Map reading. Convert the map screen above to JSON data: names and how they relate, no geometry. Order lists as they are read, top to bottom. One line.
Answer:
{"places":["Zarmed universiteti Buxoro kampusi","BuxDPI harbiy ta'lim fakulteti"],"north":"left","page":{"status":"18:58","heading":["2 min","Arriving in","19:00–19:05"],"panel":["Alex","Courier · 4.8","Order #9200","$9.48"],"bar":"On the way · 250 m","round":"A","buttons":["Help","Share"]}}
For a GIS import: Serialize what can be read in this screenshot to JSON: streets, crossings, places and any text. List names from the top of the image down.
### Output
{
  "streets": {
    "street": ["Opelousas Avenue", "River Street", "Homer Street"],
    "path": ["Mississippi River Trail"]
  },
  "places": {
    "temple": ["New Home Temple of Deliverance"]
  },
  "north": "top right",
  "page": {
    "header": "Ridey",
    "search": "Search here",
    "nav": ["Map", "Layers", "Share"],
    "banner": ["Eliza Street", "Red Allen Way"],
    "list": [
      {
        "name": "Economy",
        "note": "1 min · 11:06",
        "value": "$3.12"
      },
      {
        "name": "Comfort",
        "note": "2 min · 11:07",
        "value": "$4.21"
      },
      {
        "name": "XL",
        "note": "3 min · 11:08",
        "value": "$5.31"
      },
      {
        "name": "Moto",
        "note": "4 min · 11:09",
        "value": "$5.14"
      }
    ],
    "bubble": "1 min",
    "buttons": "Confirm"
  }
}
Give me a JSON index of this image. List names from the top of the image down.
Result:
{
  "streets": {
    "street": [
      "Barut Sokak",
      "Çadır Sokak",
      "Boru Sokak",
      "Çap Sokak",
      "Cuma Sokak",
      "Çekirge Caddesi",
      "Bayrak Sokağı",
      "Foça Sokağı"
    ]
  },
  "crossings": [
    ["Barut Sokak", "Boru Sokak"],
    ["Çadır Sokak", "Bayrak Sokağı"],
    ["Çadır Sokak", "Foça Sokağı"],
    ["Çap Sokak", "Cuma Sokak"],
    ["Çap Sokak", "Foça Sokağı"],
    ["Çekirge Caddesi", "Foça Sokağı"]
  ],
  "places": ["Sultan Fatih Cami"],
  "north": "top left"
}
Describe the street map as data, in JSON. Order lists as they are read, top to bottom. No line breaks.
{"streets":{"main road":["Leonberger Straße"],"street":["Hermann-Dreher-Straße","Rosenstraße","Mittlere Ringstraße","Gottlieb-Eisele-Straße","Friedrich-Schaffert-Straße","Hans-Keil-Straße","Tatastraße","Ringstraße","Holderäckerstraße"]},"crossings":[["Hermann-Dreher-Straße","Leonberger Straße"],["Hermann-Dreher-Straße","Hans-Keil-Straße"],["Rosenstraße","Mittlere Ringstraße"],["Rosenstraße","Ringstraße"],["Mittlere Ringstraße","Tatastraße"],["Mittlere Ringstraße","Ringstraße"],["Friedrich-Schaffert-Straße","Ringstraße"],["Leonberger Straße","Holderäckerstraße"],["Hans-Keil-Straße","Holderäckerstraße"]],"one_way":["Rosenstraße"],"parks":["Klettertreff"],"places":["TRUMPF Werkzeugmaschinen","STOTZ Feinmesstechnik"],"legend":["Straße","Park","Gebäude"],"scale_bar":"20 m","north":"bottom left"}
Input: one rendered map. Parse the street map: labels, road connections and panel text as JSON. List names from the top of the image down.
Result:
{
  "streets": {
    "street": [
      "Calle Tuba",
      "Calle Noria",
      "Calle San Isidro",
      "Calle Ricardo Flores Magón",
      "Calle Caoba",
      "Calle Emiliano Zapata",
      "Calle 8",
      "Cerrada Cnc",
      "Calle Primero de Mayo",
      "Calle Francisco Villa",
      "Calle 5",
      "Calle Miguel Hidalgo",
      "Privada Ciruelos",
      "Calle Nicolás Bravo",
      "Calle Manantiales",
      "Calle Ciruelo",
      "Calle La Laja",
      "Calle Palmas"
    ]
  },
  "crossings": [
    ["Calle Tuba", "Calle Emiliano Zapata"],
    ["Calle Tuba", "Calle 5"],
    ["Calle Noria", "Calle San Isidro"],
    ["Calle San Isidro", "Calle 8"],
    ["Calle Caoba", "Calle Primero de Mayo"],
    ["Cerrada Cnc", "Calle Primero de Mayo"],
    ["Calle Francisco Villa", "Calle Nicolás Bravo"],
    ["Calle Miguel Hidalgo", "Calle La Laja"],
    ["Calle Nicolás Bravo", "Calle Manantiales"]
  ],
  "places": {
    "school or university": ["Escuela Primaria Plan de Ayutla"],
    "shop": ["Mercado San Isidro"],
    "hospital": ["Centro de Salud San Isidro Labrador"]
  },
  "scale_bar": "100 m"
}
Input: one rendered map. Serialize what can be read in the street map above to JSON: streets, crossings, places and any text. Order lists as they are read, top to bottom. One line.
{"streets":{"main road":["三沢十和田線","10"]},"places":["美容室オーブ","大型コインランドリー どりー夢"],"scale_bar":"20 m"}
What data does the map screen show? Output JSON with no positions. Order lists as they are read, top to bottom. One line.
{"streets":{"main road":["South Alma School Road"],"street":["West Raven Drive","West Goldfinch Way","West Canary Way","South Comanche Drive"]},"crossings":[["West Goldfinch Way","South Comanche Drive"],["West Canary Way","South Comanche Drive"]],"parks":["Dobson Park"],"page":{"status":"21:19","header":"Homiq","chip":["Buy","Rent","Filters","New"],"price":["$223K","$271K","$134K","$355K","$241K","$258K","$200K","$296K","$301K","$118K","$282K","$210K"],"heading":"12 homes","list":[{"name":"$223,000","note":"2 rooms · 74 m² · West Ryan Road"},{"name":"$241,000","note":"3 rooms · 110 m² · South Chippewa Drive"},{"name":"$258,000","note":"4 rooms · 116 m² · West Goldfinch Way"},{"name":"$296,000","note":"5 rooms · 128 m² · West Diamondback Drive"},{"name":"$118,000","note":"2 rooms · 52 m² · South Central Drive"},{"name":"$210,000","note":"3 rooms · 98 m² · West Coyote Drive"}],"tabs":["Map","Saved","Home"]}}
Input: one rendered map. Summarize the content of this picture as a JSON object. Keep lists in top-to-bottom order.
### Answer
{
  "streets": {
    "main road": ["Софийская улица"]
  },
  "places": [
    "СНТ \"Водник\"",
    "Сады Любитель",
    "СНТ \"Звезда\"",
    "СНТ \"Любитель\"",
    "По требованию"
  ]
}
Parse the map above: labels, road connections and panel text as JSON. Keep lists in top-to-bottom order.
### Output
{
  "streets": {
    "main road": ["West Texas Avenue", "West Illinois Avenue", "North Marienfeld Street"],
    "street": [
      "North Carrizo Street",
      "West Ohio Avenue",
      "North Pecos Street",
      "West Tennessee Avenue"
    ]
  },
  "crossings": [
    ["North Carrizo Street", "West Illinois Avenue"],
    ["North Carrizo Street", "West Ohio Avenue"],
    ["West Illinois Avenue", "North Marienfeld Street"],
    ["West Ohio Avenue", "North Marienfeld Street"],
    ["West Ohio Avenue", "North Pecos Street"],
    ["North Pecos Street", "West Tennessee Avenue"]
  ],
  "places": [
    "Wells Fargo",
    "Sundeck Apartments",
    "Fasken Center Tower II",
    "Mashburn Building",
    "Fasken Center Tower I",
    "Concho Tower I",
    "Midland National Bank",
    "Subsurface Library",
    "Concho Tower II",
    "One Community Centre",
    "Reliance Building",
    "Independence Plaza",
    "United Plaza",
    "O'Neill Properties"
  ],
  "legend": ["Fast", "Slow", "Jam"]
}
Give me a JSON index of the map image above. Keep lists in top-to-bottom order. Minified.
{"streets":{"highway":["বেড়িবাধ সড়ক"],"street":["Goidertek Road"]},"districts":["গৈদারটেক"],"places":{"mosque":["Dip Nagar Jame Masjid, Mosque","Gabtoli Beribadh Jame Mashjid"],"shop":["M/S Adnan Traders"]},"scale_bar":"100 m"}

PROBLEM REQUIREMENTS
Only an exact reproduction of the lines from the one with "Give me a JSON index of the" to the end of the listing is expected.

YOUR SOLUTION
Give me a JSON index of the map image above. Keep lists in top-to-bottom order. Minified.
{"streets":{"highway":["বেড়িবাধ সড়ক"],"street":["Goidertek Road"]},"districts":["গৈদারটেক"],"places":{"mosque":["Dip Nagar Jame Masjid, Mosque","Gabtoli Beribadh Jame Mashjid"],"shop":["M/S Adnan Traders"]},"scale_bar":"100 m"}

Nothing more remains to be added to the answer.